Our next scheduled stop is Teabay services, highly regarded by many, with its farm shop and home-made food offering far healthier options than typical motorway service stations. This next leg is 290 miles and just over five hours of drive time. The Bentley is more than up for the challenge, the impressive range of a full tank combined with a real-world MPG of 25 means that over 500 miles is possible between stops. Unfortunately, the human body is not quite so good and a comfort break is required. No matter how quick you are these stops are still at least 20 minutes and to add to the mix our support vehicle needs to stop for fuel having not topped up with us the night before!
By the time we leave lunch it’s 14.30, our ETA has slipped to 21.30, six minutes to sunset. Between our end goal is 433 miles, as long as the traffic is kind to us we should still be ok. I should add, so far we have completed the drive with the roof down. The heated massage seats and air scarf really do their job to make convertible driving even pleasurable on the motorway.
As we reach the outskirts of Birmingham we should be getting on the M6 but the traffic is at a standstill, so we make the decision to take the longer route along the fast flowing M6 toll road. It adds a further five minutes to the ETA but we are confident we will make that up and the standstill traffic would have made our goal almost impossible.
After another toilet break north of Bristol, it should be a straight-forward dash to Cornwall, but we have an issue. While making up some lost time our fuel economy has dropped. There’s 190 miles of range and 202 miles to go! There’s two options, slow down and try to conserve fuel, or drop the hammer and make up enough time to ‘splash and dash’. It’s a pretty easy decision, we drop the hammer.
Reports from friends in Cornwall suggest we may even get a sunset, and as the sky starts to clear – after a few hundred miles of rain – we dive in to the last petrol station for a F1 style fuel stop. Five minutes later we are back on the road and tackling the last few miles of the A30.
Unlike its Scottish relative, Land’s End is a bit of a tacky affair with a paid car park and some unrelated attractions to draw in the crowds. Getting to the signpost is also now out of bounds, so with the sun starting to kiss the edge of the cloud we quickly pull up as close as possible and stop the clock. It’s 21.15, 17 hours and 11 minutes to drive 837 miles, an average speed of around 50mph including our stops.

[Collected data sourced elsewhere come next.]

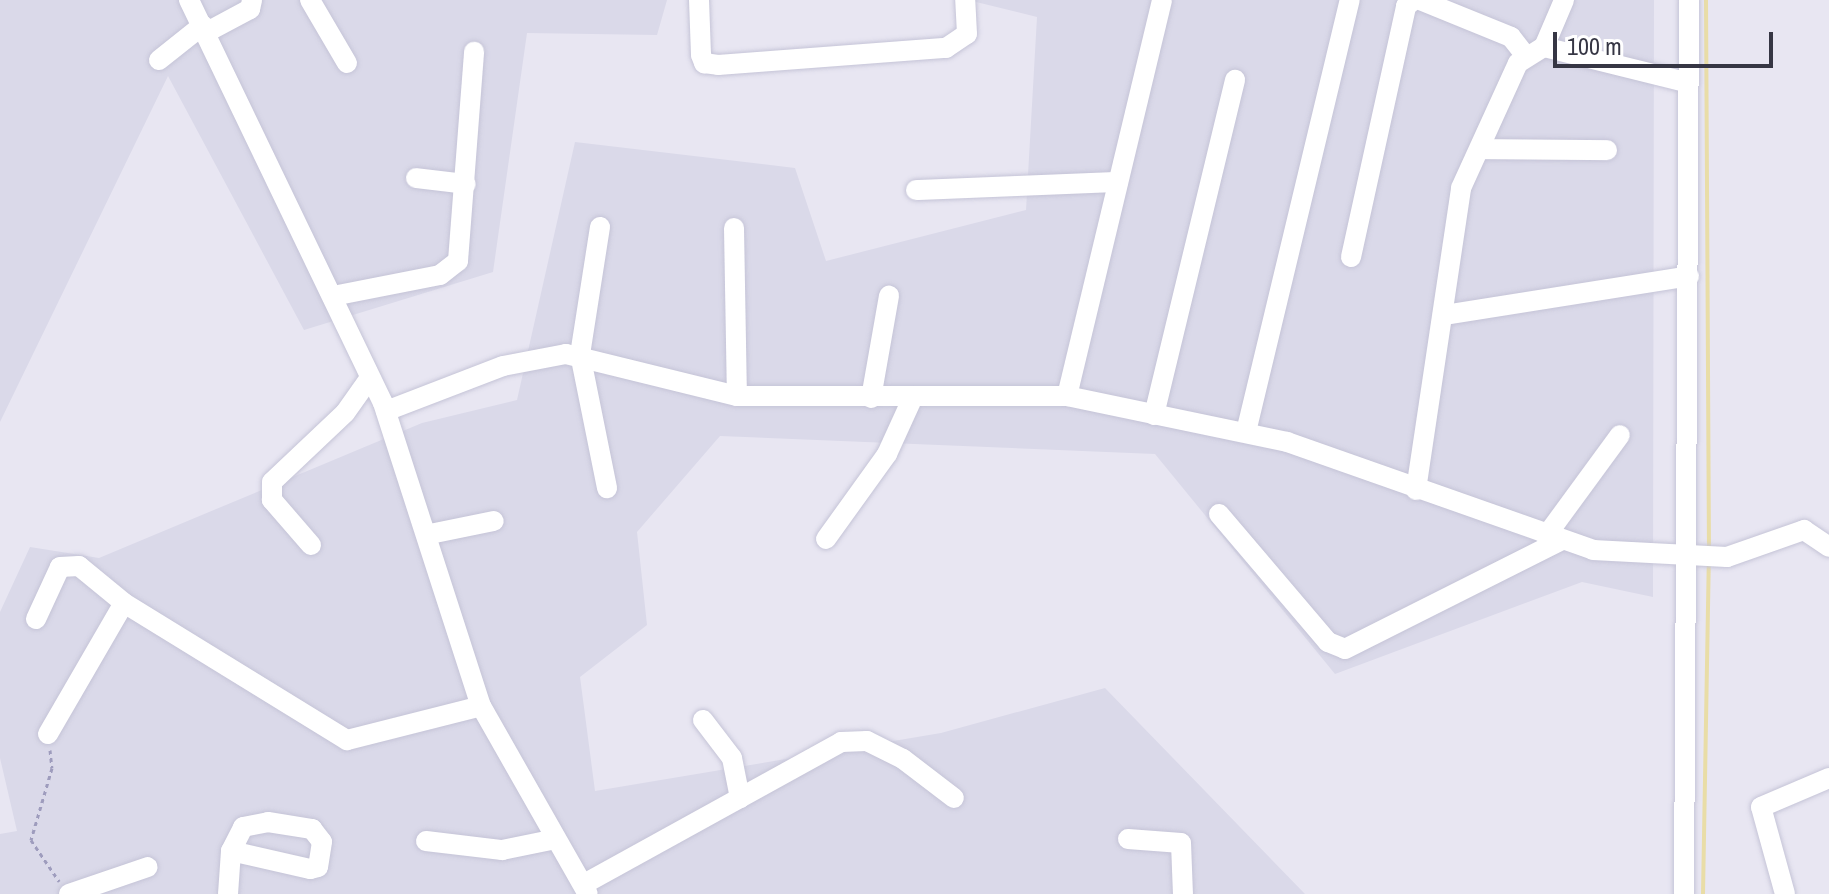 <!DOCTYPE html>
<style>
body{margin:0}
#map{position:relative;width:1829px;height:894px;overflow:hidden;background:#e8e6f2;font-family:"Archivo Narrow",sans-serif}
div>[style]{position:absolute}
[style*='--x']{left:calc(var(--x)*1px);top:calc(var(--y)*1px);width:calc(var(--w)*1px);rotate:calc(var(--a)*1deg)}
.residential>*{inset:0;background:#dad9e9}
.stream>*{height:4px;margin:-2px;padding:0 2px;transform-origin:2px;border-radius:2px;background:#e9dda7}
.path>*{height:3px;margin-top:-1.5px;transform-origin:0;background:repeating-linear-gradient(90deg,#9e9cbd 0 4px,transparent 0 8px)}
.roads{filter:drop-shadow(0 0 2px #c5c4d7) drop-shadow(0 0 2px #c5c4d7)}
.minor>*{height:20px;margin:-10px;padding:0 10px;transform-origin:10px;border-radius:10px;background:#fff}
span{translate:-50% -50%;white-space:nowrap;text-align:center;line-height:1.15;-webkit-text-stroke:6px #fff;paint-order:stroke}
.scale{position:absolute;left:1553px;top:32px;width:220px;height:36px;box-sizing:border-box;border:4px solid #363644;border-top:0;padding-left:10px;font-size:24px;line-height:28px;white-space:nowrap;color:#363644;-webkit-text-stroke:6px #fff;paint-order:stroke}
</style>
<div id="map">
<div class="residential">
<i style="clip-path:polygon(0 0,667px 0,657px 35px,527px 33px,493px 272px,304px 330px,168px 76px,0 422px)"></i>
<i style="clip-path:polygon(968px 0,1654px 0,1653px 597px,1582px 582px,1335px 674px,1155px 454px,720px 436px,637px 532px,647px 625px,580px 677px,595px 791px,941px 733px,1105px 688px,1305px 894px,0 894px,0 834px,17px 831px,0 758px,0 612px,30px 547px,99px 558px,422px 423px,517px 400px,575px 142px,795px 168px,826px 261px,1026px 210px,1037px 17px)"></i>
</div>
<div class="stream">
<i style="--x:1706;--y:0;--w:548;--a:89.69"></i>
<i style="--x:1703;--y:894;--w:330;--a:-89"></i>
</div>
<div class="path">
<i style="--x:50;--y:750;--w:18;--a:84"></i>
<i style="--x:52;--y:768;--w:75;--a:106.3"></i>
<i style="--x:31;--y:840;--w:50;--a:55.7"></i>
</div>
<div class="roads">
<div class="minor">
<i style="--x:189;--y:0;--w:447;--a:64.3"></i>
<i style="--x:383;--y:403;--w:318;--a:72.1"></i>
<i style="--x:481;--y:706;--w:216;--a:60.4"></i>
<i style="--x:310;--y:0;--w:73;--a:59.6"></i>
<i style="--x:699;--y:0;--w:55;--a:87.9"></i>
<i style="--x:701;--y:55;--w:9;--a:69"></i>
<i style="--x:704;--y:63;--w:14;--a:8"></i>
<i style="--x:718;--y:65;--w:229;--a:-4.3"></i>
<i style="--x:946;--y:48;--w:25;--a:-34"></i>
<i style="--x:967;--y:34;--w:34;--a:-93"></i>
<i style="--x:1420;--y:0;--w:98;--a:22.1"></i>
<i style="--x:1511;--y:37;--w:23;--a:52"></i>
<i style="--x:207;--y:32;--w:49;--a:-28.1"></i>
<i style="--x:250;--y:9;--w:9;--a:-77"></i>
<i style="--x:1544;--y:47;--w:51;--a:-66.9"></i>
<i style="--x:159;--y:60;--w:56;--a:-38.5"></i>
<i style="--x:1480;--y:149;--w:127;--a:0.5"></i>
<i style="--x:416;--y:178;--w:50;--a:6.8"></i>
<i style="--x:916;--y:190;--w:202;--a:-2.3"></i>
<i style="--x:600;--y:227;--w:129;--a:98.9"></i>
<i style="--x:580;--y:354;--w:137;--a:78.6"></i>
<i style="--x:734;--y:228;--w:168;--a:89"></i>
<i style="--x:1351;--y:257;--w:257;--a:-77.6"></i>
<i style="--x:1406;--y:6;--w:10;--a:-37"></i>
<i style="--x:333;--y:296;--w:109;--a:-11.1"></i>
<i style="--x:440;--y:275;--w:23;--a:-38"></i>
<i style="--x:458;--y:261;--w:210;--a:-85.6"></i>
<i style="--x:1444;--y:315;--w:248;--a:-9"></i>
<i style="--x:1067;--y:396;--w:407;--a:-76.5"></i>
<i style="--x:871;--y:398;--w:104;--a:-80"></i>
<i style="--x:386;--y:411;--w:125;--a:-21"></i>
<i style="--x:503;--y:366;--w:64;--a:-10.8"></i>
<i style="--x:566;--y:354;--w:176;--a:13.8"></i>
<i style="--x:737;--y:396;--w:330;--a:0"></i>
<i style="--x:1067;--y:396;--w:225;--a:11.8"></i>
<i style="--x:1287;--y:442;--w:324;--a:19.4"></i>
<i style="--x:1593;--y:550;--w:134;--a:3"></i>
<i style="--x:1727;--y:557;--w:82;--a:-19.3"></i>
<i style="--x:1804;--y:530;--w:30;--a:34"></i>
<i style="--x:1154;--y:415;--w:345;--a:-76.4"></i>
<i style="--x:1246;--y:432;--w:444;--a:-76.5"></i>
<i style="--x:1416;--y:490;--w:305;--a:-81.5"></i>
<i style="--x:1461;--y:188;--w:137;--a:-65.5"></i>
<i style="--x:1518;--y:63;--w:31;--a:-32"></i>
<i style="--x:1544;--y:47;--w:145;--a:13.9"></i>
<i style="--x:1219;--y:514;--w:168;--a:49.6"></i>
<i style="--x:1328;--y:642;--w:18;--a:22"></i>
<i style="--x:1345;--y:649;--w:241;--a:-26.7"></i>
<i style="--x:430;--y:534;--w:65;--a:-11.5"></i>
<i style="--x:1546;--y:536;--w:125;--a:-53.8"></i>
<i style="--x:826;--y:539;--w:105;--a:-54.3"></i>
<i style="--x:887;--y:454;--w:63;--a:-65.5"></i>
<i style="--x:311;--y:545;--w:60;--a:-130.9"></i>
<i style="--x:272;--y:500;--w:18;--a:-90"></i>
<i style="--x:272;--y:482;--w:100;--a:-43.4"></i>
<i style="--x:345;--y:413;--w:42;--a:-54.8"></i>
<i style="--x:36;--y:619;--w:57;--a:-65.2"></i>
<i style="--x:60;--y:567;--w:19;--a:-3"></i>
<i style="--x:79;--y:566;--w:58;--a:39.4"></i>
<i style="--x:124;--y:603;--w:262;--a:31.6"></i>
<i style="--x:347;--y:740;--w:138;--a:-14.2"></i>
<i style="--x:703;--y:720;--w:48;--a:52.7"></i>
<i style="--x:732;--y:758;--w:41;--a:78.7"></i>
<i style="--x:48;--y:734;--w:151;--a:-59.9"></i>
<i style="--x:1128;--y:839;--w:53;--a:4.3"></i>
<i style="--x:1181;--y:843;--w:51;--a:87.8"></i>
<i style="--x:426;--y:841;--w:77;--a:6.8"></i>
<i style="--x:502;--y:850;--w:55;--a:-11.5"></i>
<i style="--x:584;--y:884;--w:294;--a:-28.9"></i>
<i style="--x:841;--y:742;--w:26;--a:-2"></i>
<i style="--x:867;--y:741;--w:40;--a:26.6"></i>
<i style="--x:903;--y:759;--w:64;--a:37.4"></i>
<i style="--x:69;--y:894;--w:83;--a:-18.9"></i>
<i style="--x:228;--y:894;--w:43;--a:-86"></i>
<i style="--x:231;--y:851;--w:27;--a:-63"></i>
<i style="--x:243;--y:827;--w:25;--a:-11"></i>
<i style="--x:268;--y:822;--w:45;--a:9"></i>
<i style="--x:312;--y:829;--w:16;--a:52"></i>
<i style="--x:322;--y:842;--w:25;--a:99"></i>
<i style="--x:318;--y:867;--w:8;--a:166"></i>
<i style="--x:310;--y:869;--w:81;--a:-167.2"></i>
<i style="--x:1684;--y:894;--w:894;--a:-89.68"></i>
<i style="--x:1785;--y:894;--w:90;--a:-105.4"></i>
<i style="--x:1761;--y:807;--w:74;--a:-23.1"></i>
</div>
</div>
<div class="scale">100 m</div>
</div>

Not bad, but maybe next year with some more extreme planning we can achieve the optimum ‘legal’ journey time! The Bentley really was the perfect car for the job. We out-performed the official fuel economy figures and arrived to Land’s End feeling surprisingly fresh considering we had just spent over 17 hours in the car. The 4-litre twin turbo V8 is a glorious engine, silky smooth when cruising and a bit of an animal when the roads get fun. If we were in any other two-tonne convertible it may have been dark by the time we got to Land’s End, but in the Continental we made it and we did it in style!